Pull out each line of the records holding the string "length".
_ _ _
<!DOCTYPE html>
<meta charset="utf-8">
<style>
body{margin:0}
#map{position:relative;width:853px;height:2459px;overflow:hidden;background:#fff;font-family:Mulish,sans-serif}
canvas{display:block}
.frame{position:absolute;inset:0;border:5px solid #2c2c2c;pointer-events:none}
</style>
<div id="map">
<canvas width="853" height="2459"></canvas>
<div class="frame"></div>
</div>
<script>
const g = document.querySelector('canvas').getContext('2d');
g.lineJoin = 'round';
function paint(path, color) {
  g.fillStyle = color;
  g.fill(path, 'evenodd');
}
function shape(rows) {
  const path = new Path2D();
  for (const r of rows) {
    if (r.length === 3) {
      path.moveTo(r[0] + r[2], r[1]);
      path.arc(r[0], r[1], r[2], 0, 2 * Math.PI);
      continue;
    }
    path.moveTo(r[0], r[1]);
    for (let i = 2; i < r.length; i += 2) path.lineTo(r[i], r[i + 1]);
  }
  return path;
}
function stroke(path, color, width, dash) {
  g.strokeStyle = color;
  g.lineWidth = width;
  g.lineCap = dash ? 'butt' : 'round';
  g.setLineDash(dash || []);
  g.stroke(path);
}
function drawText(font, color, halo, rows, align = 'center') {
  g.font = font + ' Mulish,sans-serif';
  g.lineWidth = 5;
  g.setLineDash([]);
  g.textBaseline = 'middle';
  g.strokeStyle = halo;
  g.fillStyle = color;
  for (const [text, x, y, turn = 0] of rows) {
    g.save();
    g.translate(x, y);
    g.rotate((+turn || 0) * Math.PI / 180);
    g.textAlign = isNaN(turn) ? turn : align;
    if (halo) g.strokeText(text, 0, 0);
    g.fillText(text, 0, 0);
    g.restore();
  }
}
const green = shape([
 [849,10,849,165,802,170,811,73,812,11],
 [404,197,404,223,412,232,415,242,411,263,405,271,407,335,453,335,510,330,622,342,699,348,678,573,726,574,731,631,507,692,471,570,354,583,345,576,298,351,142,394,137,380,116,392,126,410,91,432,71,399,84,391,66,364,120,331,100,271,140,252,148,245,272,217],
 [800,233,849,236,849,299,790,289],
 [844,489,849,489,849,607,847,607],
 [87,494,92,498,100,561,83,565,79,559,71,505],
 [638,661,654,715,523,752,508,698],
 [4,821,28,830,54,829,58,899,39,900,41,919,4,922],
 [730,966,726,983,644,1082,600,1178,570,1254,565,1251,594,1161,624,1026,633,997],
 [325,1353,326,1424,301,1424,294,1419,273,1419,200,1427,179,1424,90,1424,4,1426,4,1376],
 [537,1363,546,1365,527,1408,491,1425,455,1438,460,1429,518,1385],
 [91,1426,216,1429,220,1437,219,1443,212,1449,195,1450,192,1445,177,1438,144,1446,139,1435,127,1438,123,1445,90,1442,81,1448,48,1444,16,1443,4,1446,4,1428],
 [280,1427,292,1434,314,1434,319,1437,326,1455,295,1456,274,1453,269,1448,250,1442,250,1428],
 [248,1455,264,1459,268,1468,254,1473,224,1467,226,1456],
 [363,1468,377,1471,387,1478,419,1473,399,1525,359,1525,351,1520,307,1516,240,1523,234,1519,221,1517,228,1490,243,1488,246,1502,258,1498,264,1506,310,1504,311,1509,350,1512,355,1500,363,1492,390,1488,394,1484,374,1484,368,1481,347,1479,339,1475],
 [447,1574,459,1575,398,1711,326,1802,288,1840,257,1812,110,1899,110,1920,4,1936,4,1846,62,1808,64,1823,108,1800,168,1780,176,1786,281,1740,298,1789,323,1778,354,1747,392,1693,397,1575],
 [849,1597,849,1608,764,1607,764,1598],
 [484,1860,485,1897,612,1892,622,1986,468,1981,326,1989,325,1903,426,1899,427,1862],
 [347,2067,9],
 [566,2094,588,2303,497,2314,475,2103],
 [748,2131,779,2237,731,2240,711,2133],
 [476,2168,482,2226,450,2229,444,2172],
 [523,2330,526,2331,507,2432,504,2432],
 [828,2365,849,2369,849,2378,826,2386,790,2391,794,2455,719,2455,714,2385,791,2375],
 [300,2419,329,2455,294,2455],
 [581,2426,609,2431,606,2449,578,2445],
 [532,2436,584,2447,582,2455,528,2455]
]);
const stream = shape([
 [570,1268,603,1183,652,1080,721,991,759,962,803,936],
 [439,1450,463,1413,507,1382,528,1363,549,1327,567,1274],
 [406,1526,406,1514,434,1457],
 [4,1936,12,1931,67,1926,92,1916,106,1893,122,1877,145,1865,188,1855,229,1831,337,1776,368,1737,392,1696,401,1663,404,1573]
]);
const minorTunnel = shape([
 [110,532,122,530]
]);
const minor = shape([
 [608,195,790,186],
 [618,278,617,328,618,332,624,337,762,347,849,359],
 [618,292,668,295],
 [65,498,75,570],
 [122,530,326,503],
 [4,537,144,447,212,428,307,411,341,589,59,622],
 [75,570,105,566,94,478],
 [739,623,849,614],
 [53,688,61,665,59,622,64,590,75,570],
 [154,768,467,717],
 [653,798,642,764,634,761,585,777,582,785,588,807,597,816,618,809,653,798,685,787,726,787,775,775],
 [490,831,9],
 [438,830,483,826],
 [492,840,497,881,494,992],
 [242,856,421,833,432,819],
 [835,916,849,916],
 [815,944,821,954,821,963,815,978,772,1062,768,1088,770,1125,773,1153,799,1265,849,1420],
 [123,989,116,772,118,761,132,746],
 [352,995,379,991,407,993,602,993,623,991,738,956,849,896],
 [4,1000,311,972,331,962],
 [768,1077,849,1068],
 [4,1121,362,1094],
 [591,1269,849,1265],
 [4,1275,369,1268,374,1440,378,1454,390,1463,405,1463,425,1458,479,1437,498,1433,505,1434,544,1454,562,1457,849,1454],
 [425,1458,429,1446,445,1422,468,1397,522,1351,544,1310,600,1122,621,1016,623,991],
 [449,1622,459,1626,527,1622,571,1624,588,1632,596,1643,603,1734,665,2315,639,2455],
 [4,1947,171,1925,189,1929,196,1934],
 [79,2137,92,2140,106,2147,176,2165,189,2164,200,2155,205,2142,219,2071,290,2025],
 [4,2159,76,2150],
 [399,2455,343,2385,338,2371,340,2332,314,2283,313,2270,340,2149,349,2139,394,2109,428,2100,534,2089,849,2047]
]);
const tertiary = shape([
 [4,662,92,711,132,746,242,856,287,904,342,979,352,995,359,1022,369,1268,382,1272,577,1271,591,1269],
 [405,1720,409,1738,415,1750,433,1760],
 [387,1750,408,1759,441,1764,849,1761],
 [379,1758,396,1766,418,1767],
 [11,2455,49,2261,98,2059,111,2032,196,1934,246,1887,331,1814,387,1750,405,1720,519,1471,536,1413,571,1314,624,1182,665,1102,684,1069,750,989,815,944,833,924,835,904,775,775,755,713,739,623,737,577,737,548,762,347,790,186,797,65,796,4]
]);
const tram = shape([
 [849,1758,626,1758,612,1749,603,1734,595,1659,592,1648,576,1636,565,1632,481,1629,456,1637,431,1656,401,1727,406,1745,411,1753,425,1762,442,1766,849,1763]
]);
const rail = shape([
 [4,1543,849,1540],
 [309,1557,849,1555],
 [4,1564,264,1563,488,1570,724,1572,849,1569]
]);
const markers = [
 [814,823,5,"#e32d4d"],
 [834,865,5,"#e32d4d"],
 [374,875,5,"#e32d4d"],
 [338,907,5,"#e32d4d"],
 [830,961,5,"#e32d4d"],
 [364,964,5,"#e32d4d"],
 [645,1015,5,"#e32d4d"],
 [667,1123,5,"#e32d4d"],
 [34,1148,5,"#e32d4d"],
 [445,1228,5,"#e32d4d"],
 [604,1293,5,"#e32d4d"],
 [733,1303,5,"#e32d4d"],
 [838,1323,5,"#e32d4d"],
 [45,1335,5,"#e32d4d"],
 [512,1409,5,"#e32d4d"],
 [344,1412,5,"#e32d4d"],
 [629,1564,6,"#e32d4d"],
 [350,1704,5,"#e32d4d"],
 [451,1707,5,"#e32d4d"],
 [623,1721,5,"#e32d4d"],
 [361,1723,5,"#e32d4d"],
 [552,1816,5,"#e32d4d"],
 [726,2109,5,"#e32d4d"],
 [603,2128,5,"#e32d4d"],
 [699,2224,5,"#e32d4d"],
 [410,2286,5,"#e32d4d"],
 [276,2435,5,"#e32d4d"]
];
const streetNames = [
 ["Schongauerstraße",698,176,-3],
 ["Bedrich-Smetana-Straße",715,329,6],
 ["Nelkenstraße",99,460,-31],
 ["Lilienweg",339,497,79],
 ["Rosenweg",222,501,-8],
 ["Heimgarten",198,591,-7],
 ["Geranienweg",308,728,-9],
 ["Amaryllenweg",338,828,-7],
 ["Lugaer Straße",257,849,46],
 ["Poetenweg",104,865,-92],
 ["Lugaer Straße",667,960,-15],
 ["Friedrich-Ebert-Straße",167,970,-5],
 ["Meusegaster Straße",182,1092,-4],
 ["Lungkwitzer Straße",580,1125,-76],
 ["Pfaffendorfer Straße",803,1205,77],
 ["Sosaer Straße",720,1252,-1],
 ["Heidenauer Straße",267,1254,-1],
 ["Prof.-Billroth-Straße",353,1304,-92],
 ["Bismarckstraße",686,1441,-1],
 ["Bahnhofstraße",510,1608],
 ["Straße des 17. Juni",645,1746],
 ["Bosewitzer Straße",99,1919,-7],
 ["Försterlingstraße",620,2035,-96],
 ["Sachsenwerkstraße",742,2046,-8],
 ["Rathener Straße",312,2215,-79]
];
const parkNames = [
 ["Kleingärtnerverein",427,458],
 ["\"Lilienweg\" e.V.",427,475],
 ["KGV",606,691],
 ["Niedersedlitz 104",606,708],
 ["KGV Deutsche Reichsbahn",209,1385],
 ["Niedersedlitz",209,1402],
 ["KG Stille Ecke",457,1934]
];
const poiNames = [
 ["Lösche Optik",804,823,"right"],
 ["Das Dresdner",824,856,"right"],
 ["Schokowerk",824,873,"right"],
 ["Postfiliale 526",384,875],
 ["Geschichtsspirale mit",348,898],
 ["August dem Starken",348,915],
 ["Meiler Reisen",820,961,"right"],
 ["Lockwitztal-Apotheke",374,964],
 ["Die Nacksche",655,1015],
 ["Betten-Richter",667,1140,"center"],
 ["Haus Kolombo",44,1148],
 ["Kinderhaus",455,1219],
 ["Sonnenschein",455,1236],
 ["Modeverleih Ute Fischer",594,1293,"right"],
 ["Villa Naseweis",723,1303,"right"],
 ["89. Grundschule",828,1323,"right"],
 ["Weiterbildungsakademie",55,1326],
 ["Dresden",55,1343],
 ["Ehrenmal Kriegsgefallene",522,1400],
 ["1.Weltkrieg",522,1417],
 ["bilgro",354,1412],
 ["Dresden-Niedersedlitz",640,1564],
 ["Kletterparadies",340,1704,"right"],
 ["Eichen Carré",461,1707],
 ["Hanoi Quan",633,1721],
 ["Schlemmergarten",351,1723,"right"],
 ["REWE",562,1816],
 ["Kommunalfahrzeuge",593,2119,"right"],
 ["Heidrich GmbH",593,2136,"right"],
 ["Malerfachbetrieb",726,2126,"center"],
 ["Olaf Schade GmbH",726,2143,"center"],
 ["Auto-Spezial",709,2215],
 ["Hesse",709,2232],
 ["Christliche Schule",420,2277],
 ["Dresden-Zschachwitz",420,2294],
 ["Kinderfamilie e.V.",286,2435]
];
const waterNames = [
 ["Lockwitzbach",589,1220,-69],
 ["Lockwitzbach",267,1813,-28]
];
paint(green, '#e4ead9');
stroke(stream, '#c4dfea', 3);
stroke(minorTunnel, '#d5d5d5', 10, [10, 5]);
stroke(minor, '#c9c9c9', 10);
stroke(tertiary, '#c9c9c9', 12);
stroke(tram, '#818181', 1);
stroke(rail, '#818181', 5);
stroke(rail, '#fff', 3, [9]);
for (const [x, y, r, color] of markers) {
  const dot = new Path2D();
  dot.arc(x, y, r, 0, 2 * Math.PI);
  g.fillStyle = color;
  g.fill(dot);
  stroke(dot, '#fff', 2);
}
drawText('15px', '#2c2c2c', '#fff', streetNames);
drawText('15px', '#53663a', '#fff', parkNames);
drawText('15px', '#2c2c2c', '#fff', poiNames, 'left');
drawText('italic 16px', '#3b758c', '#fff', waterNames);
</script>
_ _ _
▶ **Response to the task**:
    if (r.length === 3) {
    for (let i = 2; i < r.length; i += 2) path.lineTo(r[i], r[i + 1]);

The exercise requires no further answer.